PROVIDED DATA>
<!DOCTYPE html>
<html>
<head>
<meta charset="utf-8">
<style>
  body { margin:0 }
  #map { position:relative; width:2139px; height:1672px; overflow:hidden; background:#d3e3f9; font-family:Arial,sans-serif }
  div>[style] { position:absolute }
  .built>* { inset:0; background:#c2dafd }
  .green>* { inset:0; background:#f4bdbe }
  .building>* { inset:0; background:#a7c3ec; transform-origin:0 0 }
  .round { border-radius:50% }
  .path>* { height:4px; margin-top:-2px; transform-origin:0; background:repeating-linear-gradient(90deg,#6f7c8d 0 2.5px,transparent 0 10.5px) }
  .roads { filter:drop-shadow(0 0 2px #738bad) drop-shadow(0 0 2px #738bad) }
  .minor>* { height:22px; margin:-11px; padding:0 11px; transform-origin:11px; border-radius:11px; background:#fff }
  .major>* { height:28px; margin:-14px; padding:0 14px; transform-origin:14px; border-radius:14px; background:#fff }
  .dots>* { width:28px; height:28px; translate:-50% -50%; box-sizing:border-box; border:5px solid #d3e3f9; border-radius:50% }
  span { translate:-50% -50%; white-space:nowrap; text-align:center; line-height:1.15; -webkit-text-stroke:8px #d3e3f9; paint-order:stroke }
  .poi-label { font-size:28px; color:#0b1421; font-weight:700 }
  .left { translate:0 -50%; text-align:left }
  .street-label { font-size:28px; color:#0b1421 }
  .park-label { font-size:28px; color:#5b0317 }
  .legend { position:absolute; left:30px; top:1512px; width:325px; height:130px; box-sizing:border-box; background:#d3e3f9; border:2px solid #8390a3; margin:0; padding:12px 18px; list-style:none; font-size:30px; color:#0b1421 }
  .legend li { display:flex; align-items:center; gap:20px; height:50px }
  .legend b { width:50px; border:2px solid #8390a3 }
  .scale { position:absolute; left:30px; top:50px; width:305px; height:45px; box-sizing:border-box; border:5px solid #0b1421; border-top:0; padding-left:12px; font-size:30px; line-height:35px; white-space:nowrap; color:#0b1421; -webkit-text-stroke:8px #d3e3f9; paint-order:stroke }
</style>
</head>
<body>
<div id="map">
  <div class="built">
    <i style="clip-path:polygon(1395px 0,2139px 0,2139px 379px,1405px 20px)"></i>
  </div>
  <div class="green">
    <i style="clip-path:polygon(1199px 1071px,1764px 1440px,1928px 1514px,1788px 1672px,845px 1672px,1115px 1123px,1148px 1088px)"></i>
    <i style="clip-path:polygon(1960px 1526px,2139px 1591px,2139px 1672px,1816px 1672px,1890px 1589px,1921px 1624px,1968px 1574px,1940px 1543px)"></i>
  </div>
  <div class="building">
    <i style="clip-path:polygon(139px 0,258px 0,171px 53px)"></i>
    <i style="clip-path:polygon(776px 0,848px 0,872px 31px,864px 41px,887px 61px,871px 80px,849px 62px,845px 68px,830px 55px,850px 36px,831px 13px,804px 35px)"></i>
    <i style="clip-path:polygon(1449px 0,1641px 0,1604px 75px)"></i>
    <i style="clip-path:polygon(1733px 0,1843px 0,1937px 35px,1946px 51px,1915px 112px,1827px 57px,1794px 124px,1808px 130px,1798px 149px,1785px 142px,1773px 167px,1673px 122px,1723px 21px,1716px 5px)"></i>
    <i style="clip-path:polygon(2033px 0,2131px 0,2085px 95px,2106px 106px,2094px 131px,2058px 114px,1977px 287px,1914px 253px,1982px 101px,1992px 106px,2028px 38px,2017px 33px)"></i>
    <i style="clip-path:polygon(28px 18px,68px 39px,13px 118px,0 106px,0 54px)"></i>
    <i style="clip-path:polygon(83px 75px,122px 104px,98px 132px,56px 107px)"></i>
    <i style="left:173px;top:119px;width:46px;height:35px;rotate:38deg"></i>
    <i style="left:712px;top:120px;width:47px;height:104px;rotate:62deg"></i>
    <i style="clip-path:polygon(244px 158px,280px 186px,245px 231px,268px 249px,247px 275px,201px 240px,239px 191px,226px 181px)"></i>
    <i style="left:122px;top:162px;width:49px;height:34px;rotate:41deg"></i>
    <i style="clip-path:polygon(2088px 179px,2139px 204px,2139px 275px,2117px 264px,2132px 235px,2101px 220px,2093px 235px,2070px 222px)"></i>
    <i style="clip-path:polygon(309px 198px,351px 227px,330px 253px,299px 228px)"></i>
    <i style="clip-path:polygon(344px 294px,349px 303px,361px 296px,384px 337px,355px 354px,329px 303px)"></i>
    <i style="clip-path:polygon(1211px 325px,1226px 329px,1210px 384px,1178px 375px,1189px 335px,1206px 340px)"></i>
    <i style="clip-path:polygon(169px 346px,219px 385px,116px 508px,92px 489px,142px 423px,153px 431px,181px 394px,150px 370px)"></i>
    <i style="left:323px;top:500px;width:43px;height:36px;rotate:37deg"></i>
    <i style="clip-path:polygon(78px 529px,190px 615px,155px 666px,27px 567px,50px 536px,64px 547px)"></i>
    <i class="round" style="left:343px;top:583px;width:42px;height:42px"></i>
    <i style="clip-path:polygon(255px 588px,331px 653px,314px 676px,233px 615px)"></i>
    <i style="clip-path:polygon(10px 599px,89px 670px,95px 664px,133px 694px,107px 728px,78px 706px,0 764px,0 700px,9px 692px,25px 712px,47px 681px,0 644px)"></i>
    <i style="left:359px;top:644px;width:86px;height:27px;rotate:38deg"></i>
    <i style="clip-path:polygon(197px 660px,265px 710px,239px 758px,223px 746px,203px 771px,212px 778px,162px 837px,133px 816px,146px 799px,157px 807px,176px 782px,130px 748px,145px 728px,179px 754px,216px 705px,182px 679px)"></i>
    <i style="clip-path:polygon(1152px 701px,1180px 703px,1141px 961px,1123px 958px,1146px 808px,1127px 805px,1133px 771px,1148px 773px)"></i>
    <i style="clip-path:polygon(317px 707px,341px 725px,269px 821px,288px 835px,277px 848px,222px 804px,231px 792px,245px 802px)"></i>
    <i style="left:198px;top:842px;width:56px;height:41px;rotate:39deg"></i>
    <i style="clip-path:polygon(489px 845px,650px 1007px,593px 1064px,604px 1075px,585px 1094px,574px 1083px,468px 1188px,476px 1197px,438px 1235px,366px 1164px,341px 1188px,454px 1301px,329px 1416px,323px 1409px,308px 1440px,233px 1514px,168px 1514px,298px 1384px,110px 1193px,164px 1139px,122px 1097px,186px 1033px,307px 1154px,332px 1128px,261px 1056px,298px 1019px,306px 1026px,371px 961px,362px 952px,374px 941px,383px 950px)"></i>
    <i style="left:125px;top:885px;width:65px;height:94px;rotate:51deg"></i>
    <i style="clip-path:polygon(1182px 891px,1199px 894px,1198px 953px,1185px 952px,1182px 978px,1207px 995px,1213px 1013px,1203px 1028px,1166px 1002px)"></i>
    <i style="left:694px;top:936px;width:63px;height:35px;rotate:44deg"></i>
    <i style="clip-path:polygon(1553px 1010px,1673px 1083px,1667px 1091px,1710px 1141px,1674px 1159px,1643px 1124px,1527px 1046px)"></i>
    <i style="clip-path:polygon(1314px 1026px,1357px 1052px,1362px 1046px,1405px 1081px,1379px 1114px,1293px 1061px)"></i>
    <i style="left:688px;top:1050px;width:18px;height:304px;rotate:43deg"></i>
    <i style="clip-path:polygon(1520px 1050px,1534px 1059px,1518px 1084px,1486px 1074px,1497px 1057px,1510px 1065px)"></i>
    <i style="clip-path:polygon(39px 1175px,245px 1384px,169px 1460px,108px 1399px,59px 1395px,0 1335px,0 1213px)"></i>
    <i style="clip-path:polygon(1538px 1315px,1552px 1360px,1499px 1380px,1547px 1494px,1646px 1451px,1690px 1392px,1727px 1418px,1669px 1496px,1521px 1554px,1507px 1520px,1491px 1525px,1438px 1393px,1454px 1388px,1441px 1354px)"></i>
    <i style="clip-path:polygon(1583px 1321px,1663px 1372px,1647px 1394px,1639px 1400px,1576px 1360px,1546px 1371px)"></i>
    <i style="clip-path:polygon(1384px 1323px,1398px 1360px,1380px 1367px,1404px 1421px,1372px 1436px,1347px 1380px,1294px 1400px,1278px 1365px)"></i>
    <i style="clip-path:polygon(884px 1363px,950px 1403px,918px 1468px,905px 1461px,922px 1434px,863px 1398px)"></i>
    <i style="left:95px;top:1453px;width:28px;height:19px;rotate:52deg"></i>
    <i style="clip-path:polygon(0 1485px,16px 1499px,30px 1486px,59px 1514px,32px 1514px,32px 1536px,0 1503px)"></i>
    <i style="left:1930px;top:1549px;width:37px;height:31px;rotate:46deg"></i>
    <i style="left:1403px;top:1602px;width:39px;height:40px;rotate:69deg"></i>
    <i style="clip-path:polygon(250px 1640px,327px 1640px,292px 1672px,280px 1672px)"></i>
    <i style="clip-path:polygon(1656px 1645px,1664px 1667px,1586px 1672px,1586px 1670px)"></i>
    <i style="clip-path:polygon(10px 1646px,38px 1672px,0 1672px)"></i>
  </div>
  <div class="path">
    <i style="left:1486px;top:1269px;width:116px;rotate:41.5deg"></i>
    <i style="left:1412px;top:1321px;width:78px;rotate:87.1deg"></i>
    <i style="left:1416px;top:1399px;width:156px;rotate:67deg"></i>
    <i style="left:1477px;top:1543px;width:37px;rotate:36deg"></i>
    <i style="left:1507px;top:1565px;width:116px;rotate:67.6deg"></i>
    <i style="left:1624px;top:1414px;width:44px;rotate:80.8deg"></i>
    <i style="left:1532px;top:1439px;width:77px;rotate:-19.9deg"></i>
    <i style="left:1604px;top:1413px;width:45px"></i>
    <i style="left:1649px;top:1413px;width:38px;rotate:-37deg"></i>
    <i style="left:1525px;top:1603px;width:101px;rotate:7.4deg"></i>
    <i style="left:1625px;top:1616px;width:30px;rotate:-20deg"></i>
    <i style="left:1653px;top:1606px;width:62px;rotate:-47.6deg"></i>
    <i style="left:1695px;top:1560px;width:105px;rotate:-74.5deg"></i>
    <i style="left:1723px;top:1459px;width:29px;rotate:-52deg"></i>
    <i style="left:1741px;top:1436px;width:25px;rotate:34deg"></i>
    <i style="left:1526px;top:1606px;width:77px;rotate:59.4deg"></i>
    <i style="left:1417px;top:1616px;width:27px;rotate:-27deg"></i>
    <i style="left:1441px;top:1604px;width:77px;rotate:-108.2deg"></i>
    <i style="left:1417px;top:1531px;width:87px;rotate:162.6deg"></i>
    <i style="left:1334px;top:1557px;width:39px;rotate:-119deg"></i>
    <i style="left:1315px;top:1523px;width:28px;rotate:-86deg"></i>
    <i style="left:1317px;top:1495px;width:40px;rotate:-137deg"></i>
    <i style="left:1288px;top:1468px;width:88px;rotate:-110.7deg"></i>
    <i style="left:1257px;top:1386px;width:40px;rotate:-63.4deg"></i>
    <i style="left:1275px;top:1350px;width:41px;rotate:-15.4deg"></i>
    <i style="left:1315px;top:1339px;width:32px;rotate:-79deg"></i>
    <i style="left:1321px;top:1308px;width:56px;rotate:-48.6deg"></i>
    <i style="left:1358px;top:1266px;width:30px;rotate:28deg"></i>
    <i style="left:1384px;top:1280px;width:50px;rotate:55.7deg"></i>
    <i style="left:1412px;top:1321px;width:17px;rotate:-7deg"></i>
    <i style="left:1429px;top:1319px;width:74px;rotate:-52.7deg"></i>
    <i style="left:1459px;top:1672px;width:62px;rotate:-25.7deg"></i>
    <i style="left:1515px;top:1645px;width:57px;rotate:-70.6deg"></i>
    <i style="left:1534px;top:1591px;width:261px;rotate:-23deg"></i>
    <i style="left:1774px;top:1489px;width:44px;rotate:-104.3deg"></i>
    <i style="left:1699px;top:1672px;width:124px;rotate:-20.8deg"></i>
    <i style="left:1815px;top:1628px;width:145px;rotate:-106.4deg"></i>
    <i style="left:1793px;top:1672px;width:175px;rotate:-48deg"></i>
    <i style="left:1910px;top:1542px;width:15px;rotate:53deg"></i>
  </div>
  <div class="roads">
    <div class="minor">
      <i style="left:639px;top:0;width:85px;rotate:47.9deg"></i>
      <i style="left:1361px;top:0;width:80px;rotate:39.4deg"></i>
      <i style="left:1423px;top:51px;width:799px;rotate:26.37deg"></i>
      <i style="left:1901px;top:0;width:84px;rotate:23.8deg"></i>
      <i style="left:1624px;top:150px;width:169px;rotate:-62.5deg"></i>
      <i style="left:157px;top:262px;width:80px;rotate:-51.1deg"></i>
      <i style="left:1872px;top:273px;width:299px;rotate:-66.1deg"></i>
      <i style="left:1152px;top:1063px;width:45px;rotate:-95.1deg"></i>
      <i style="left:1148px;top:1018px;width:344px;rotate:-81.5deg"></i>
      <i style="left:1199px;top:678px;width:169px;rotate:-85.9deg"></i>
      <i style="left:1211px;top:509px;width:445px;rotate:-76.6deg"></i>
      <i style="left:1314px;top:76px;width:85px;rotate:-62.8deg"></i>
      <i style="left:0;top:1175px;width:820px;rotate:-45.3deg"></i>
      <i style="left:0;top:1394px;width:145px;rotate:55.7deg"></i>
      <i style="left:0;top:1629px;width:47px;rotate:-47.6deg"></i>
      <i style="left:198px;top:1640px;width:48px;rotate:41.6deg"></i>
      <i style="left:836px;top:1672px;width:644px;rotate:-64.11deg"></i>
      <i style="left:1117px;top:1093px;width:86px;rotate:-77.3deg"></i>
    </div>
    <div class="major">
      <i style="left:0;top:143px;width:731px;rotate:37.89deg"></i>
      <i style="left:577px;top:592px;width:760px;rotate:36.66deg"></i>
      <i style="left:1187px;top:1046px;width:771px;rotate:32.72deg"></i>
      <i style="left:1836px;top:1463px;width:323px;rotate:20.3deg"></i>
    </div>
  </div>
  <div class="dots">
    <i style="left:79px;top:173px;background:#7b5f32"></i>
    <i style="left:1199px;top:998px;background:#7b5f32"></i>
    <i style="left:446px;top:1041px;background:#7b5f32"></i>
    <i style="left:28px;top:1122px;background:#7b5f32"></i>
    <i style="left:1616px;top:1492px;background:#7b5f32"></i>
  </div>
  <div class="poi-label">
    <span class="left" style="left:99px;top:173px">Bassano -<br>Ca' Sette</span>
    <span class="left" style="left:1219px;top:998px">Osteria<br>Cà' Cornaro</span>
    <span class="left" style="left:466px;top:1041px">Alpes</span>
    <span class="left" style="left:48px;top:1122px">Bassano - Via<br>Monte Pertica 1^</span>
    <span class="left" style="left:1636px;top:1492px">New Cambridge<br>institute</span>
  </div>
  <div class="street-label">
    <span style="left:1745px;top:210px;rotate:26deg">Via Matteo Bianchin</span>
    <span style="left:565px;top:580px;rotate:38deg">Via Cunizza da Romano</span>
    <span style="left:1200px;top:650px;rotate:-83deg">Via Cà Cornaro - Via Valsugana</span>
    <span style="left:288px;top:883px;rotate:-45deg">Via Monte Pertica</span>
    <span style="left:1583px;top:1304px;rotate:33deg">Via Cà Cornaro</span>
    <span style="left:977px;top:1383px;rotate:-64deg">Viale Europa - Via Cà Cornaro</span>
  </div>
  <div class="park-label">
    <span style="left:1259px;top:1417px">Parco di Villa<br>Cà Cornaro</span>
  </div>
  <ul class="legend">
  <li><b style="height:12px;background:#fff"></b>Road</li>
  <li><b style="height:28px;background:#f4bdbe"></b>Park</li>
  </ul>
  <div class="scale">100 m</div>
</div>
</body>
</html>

EXERCISE REQUIREMENTS>
Read through the entries, then copy every line where the string "street" is found.

RESPONSE AREA>
  .street-label { font-size:28px; color:#0b1421 }
  <div class="street-label">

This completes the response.